500- Word Summary of Article About Malware Detection In Self Driving Cars

TO:       Prof. Ellis
FROM:     DeAndre Badresingh
DATE:     Oct. 6, 2021
SUBJECT:  500-Word Summary of Article About Malware Detection In Self-Driving Cars

    Since transportation becomes more intelligent, it leaves it more vulnerable to cyber-attacks. There has been many times where users have lost control of their vehicle due to someone attacking their system. This is typically caused by various forms of malicious software. Malicious software replicates an already authorized software for self-driving vehicles. Methods and experiments have been put In place to analyze detection of compromised self- driving cars. Vehicle to vehicle protection is important because it allows external connections to not only provide comfort for the driver but also update the security. Security technology is analyzed and scans the security of the car for intrusion detection. 

The main method for hackers getting access to information is through the use of malicious code which allows them to gain or deny access to a user’s system. To combat this, Machine learning algorithm using the software called Adware and General Malware (AW&GM) is used to differentiate normal code from malicious code used by hackers. 

Attempted breaches come in many forms which includes malicious messages, denial of service, or even adware. A method which involves reconfiguring electronic control units uses a control module known as mitigation manager that scans for cyber-attacks. Another method for controlling these types of attacks involves an algorithm that scans for unusual patterns in within the vehicles network. Furthermore, another concept in mind was the use of cloud defense framework which allows only one gateway to monitor all traffic going into and out of the network. 

Since self-driving vehicles are usually connected to public networks security is key to protecting them due to higher chances of having the operating system compromised. On a most recent machine learning algorithm study, intrusion detection was installed into the vehicles which allows the unit to actively see real-time changes in behavioral rhythm. With this new software, the algorithm can determine the intrusion more accurately by learning, verifying, and evaluating messaging patterns.

In the event of unusually high network traffic, intrusion detection relies on scaling. Scaling prevents under or overflow of data when undergoing experiments. When the environment is right, the multiple rounds of test begins. More tests are required during the experimental phase because they may come back as false positives.  

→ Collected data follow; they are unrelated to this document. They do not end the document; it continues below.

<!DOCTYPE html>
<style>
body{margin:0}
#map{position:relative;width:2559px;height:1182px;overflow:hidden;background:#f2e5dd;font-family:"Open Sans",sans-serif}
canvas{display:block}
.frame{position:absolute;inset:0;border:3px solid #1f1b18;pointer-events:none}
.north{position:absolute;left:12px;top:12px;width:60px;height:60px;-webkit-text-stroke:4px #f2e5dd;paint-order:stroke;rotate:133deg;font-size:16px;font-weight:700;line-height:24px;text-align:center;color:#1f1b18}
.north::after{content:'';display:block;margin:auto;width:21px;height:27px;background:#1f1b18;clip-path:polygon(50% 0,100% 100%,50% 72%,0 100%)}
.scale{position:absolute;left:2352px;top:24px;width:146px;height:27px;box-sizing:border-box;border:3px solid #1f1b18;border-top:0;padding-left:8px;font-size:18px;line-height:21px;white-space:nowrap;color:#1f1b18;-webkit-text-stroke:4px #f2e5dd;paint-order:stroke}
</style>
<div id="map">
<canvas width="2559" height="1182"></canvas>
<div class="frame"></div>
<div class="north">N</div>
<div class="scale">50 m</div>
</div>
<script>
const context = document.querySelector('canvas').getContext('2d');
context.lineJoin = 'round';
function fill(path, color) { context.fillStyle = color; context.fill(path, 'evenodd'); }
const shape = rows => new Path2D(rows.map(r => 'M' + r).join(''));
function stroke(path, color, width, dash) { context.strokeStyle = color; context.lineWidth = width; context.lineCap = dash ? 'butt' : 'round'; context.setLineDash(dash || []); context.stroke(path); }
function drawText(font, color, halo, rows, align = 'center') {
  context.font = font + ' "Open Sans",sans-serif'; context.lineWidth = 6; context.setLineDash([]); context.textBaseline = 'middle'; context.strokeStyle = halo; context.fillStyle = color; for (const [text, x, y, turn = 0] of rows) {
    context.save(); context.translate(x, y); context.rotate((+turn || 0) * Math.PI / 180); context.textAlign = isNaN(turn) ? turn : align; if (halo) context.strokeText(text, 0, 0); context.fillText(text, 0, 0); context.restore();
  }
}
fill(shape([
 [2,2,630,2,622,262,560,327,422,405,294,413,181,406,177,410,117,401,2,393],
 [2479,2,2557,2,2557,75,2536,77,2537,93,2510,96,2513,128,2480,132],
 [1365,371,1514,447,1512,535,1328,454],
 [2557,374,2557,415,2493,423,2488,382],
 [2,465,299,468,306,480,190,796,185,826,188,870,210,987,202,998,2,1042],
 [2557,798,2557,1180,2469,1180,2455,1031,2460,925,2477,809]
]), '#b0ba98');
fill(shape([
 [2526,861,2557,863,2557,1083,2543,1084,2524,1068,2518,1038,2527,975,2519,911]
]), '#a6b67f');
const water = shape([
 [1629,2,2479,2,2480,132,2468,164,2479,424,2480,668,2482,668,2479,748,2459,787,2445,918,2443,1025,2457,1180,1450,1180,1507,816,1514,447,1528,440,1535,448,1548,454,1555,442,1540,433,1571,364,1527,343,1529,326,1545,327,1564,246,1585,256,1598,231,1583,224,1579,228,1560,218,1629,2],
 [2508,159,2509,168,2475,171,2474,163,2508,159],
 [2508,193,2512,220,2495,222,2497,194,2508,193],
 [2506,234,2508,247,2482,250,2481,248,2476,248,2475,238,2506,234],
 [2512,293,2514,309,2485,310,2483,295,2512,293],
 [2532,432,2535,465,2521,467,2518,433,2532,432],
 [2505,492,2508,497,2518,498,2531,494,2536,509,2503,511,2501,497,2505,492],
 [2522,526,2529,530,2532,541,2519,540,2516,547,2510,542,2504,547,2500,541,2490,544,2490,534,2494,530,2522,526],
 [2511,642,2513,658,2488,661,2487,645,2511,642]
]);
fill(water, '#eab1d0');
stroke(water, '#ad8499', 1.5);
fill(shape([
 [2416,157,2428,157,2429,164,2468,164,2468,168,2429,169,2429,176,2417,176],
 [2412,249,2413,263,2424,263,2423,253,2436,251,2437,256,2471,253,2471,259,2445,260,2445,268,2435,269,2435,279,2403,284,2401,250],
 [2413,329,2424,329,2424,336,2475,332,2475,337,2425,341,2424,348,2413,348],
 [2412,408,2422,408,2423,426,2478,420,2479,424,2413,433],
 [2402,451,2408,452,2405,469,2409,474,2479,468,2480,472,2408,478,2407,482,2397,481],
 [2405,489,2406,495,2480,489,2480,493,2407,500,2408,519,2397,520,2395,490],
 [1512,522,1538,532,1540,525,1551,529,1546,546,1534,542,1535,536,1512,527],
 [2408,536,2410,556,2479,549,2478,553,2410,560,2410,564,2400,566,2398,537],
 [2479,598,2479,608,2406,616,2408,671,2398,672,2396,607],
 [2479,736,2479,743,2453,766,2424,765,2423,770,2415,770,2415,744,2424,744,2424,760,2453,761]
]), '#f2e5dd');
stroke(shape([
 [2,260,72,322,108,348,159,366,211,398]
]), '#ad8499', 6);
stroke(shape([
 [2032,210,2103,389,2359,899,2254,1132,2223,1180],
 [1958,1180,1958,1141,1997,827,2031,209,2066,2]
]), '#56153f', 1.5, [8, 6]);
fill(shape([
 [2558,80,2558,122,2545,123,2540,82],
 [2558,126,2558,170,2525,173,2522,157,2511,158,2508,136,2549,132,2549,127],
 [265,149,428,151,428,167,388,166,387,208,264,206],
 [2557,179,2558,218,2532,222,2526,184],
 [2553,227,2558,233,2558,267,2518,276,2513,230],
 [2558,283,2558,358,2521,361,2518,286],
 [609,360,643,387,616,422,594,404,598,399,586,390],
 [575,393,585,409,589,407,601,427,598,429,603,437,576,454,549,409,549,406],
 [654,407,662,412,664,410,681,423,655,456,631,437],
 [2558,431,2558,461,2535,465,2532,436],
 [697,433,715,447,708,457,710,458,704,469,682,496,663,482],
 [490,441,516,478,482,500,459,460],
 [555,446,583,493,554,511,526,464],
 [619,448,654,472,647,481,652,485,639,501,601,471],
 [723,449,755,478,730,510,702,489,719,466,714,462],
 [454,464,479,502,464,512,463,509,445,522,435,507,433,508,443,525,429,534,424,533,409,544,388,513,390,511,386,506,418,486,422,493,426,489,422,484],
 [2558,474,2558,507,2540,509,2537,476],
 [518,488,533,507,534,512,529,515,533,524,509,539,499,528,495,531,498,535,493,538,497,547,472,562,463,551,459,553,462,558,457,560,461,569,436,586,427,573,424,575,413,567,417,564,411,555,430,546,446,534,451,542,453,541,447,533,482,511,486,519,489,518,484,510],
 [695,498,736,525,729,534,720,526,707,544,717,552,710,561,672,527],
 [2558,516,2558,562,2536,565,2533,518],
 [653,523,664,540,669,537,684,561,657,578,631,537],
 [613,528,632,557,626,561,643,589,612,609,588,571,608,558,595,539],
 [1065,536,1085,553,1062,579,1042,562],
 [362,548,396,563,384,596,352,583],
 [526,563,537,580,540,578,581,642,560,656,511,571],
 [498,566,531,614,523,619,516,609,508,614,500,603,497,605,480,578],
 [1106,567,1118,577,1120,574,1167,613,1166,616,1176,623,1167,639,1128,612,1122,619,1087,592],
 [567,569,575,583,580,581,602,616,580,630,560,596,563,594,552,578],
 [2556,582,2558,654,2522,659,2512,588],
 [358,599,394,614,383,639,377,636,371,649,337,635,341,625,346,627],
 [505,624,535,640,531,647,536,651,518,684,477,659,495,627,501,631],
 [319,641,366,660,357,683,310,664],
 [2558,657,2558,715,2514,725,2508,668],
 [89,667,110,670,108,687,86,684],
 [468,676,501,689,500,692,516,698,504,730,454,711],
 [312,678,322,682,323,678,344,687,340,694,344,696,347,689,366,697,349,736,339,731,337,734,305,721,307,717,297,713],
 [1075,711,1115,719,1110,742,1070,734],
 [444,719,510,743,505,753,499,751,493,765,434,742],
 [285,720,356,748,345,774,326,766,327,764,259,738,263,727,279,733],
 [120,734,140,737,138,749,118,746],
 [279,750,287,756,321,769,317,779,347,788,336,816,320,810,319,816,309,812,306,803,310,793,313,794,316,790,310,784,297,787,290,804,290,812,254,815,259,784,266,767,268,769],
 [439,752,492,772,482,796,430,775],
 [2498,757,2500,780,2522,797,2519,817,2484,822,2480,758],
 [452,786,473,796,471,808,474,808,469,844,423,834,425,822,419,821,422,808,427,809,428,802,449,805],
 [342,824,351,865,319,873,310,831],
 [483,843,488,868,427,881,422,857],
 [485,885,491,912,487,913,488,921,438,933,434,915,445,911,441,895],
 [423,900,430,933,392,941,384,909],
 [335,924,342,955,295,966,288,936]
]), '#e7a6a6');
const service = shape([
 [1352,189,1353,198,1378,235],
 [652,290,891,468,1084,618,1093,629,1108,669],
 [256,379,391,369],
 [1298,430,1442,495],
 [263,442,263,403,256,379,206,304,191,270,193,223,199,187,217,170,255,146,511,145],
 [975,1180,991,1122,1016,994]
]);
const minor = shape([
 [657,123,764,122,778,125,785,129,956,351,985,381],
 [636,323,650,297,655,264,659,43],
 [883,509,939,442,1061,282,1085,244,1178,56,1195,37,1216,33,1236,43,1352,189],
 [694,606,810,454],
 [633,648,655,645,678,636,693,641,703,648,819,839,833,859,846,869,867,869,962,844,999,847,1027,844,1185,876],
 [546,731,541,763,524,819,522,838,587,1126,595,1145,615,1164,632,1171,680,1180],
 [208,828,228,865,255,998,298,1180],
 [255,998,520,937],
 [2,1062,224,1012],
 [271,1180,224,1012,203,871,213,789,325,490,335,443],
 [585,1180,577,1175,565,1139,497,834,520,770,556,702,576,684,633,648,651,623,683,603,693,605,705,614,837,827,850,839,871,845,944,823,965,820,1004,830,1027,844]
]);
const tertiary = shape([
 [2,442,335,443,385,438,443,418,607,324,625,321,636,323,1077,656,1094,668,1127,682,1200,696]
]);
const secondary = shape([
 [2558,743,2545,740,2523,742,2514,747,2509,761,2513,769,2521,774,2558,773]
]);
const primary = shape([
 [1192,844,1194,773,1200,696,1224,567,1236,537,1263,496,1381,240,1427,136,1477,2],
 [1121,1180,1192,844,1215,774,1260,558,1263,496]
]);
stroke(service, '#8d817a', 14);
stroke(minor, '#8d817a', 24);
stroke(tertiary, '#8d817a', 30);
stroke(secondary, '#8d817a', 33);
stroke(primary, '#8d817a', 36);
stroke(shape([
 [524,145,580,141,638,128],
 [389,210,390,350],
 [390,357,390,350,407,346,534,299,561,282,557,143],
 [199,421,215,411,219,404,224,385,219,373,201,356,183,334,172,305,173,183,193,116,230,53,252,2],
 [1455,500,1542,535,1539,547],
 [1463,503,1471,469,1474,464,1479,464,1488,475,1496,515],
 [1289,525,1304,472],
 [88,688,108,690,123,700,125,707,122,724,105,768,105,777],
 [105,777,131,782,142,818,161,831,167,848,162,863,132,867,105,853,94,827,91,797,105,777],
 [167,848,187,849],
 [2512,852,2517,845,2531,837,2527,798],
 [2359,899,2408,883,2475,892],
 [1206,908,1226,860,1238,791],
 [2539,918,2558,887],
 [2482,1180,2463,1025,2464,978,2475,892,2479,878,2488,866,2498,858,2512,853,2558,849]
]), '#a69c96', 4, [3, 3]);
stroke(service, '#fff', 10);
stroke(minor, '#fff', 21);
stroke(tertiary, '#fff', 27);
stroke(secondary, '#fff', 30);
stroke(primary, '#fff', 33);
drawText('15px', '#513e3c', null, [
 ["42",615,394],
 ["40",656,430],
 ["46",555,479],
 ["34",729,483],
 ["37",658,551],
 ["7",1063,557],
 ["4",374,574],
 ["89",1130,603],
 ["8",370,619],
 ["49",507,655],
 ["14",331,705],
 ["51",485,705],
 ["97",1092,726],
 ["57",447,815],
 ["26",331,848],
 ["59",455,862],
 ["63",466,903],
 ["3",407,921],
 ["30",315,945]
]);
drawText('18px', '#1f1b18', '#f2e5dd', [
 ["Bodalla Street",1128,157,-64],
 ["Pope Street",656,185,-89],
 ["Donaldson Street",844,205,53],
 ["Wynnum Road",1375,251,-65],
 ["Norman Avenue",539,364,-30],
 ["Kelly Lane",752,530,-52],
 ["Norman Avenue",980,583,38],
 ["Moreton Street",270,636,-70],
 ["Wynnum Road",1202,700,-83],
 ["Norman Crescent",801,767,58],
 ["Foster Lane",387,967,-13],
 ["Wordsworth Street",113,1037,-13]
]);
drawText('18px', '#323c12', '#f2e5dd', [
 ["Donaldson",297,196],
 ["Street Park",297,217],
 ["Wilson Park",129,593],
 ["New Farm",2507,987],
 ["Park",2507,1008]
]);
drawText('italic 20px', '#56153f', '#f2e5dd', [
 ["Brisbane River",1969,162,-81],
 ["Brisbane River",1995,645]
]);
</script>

To conclude, IDS go through the three phases of data preprocessing, modeling, and detecting. Simulated results are compared to proposed algorithms. Benign code, adware, and general malware are known as classification scenarios.

Using random forest, also known as RF, has been proven to have a higher predication accuracy. It has been concluded that using an algorithm with short learning time can use used to prove the mode accurate results. Receiver operating characterizes are also used to calculate the results from the tests. Each use of these methods revealed to have a different success result. Since transportation is ever-changing, security has to keep up to protect users.

Reference:

[1] S. Park and J.-Y. Choi, “Malware detection in self-driving vehicles using machine learning algorithms,” Journal of Advanced Transportation, vol. 2020, pp. 1–9, 2020.